In your answer, give each entry again exactly as it appears.

[Saved data entries]
• • •
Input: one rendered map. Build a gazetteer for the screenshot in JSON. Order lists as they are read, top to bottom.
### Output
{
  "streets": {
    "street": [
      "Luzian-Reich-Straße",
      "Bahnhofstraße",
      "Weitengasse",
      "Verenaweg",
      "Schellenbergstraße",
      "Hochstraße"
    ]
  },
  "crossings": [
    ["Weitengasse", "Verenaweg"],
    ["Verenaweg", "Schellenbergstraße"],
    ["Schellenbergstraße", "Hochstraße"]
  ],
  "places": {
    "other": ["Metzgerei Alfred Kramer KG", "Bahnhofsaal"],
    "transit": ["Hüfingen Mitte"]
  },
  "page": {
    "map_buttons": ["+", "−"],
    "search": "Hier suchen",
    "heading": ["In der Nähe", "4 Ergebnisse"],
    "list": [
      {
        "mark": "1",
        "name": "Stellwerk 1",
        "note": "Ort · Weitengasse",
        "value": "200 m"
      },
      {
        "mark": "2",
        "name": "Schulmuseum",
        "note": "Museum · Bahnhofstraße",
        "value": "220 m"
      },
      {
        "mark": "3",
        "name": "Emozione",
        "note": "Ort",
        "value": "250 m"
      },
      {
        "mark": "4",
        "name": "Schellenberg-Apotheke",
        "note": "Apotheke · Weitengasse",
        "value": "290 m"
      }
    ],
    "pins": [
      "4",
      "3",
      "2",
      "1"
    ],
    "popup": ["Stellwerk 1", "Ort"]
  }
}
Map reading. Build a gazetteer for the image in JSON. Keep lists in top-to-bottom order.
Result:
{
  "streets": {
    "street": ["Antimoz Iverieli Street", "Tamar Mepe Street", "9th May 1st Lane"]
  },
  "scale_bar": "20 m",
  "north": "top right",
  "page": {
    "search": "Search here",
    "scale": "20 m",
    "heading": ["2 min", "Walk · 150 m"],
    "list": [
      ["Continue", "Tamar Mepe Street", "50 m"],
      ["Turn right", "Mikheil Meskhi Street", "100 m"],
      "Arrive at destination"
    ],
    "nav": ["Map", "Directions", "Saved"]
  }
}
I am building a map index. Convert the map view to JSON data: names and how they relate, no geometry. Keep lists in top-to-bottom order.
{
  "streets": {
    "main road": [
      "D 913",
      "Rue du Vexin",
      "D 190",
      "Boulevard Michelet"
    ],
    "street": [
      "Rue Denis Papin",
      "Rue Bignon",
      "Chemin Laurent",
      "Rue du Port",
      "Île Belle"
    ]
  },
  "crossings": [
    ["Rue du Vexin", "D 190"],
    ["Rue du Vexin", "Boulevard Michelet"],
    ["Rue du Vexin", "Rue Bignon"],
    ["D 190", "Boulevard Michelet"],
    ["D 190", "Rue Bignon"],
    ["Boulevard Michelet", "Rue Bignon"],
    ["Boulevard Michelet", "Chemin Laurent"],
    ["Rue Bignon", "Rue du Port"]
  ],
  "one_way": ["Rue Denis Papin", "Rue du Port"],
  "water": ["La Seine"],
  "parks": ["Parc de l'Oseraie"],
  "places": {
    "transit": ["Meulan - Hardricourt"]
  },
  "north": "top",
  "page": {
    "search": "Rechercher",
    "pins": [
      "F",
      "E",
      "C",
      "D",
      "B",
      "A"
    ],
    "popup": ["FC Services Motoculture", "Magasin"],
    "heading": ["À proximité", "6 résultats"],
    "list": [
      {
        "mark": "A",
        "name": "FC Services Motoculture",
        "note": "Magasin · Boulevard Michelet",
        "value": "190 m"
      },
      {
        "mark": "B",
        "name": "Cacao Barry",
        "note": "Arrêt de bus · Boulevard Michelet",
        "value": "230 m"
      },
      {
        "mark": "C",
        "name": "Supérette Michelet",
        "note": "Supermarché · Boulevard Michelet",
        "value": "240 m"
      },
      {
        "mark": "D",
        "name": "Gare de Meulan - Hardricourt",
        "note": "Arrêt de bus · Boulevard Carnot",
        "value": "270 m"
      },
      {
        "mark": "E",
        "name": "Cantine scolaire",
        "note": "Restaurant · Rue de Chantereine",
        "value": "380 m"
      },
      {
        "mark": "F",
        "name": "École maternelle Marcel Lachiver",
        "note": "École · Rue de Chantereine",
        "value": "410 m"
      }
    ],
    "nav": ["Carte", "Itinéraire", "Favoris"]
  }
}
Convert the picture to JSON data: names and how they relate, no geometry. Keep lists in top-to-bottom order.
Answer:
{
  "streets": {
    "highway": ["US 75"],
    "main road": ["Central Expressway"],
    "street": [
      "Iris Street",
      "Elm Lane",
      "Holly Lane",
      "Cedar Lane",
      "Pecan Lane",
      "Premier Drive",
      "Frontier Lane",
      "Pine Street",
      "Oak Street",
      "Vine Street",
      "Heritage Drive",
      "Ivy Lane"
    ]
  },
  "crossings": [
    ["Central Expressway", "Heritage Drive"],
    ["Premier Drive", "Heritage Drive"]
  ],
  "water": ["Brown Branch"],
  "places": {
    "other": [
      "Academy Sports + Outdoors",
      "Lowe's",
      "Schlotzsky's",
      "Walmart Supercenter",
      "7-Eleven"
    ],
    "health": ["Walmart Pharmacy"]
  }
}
• • •
◆ Output of the exercise:
Input: one rendered map. Build a gazetteer for the screenshot in JSON. Order lists as they are read, top to bottom.
### Output
{
  "streets": {
    "street": [
      "Luzian-Reich-Straße",
      "Bahnhofstraße",
      "Weitengasse",
      "Verenaweg",
      "Schellenbergstraße",
      "Hochstraße"
    ]
  },
  "crossings": [
    ["Weitengasse", "Verenaweg"],
    ["Verenaweg", "Schellenbergstraße"],
    ["Schellenbergstraße", "Hochstraße"]
  ],
  "places": {
    "other": ["Metzgerei Alfred Kramer KG", "Bahnhofsaal"],
    "transit": ["Hüfingen Mitte"]
  },
  "page": {
    "map_buttons": ["+", "−"],
    "search": "Hier suchen",
    "heading": ["In der Nähe", "4 Ergebnisse"],
    "list": [
      {
        "mark": "1",
        "name": "Stellwerk 1",
        "note": "Ort · Weitengasse",
        "value": "200 m"
      },
      {
        "mark": "2",
        "name": "Schulmuseum",
        "note": "Museum · Bahnhofstraße",
        "value": "220 m"
      },
      {
        "mark": "3",
        "name": "Emozione",
        "note": "Ort",
        "value": "250 m"
      },
      {
        "mark": "4",
        "name": "Schellenberg-Apotheke",
        "note": "Apotheke · Weitengasse",
        "value": "290 m"
      }
    ],
    "pins": [
      "4",
      "3",
      "2",
      "1"
    ],
    "popup": ["Stellwerk 1", "Ort"]
  }
}
Map reading. Build a gazetteer for the image in JSON. Keep lists in top-to-bottom order.
Result:
{
  "streets": {
    "street": ["Antimoz Iverieli Street", "Tamar Mepe Street", "9th May 1st Lane"]
  },
  "scale_bar": "20 m",
  "north": "top right",
  "page": {
    "search": "Search here",
    "scale": "20 m",
    "heading": ["2 min", "Walk · 150 m"],
    "list": [
      ["Continue", "Tamar Mepe Street", "50 m"],
      ["Turn right", "Mikheil Meskhi Street", "100 m"],
      "Arrive at destination"
    ],
    "nav": ["Map", "Directions", "Saved"]
  }
}
I am building a map index. Convert the map view to JSON data: names and how they relate, no geometry. Keep lists in top-to-bottom order.
{
  "streets": {
    "main road": [
      "D 913",
      "Rue du Vexin",
      "D 190",
      "Boulevard Michelet"
    ],
    "street": [
      "Rue Denis Papin",
      "Rue Bignon",
      "Chemin Laurent",
      "Rue du Port",
      "Île Belle"
    ]
  },
  "crossings": [
    ["Rue du Vexin", "D 190"],
    ["Rue du Vexin", "Boulevard Michelet"],
    ["Rue du Vexin", "Rue Bignon"],
    ["D 190", "Boulevard Michelet"],
    ["D 190", "Rue Bignon"],
    ["Boulevard Michelet", "Rue Bignon"],
    ["Boulevard Michelet", "Chemin Laurent"],
    ["Rue Bignon", "Rue du Port"]
  ],
  "one_way": ["Rue Denis Papin", "Rue du Port"],
  "water": ["La Seine"],
  "parks": ["Parc de l'Oseraie"],
  "places": {
    "transit": ["Meulan - Hardricourt"]
  },
  "north": "top",
  "page": {
    "search": "Rechercher",
    "pins": [
      "F",
      "E",
      "C",
      "D",
      "B",
      "A"
    ],
    "popup": ["FC Services Motoculture", "Magasin"],
    "heading": ["À proximité", "6 résultats"],
    "list": [
      {
        "mark": "A",
        "name": "FC Services Motoculture",
        "note": "Magasin · Boulevard Michelet",
        "value": "190 m"
      },
      {
        "mark": "B",
        "name": "Cacao Barry",
        "note": "Arrêt de bus · Boulevard Michelet",
        "value": "230 m"
      },
      {
        "mark": "C",
        "name": "Supérette Michelet",
        "note": "Supermarché · Boulevard Michelet",
        "value": "240 m"
      },
      {
        "mark": "D",
        "name": "Gare de Meulan - Hardricourt",
        "note": "Arrêt de bus · Boulevard Carnot",
        "value": "270 m"
      },
      {
        "mark": "E",
        "name": "Cantine scolaire",
        "note": "Restaurant · Rue de Chantereine",
        "value": "380 m"
      },
      {
        "mark": "F",
        "name": "École maternelle Marcel Lachiver",
        "note": "École · Rue de Chantereine",
        "value": "410 m"
      }
    ],
    "nav": ["Carte", "Itinéraire", "Favoris"]
  }
}
Convert the picture to JSON data: names and how they relate, no geometry. Keep lists in top-to-bottom order.
Answer:
{
  "streets": {
    "highway": ["US 75"],
    "main road": ["Central Expressway"],
    "street": [
      "Iris Street",
      "Elm Lane",
      "Holly Lane",
      "Cedar Lane",
      "Pecan Lane",
      "Premier Drive",
      "Frontier Lane",
      "Pine Street",
      "Oak Street",
      "Vine Street",
      "Heritage Drive",
      "Ivy Lane"
    ]
  },
  "crossings": [
    ["Central Expressway", "Heritage Drive"],
    ["Premier Drive", "Heritage Drive"]
  ],
  "water": ["Brown Branch"],
  "places": {
    "other": [
      "Academy Sports + Outdoors",
      "Lowe's",
      "Schlotzsky's",
      "Walmart Supercenter",
      "7-Eleven"
    ],
    "health": ["Walmart Pharmacy"]
  }
}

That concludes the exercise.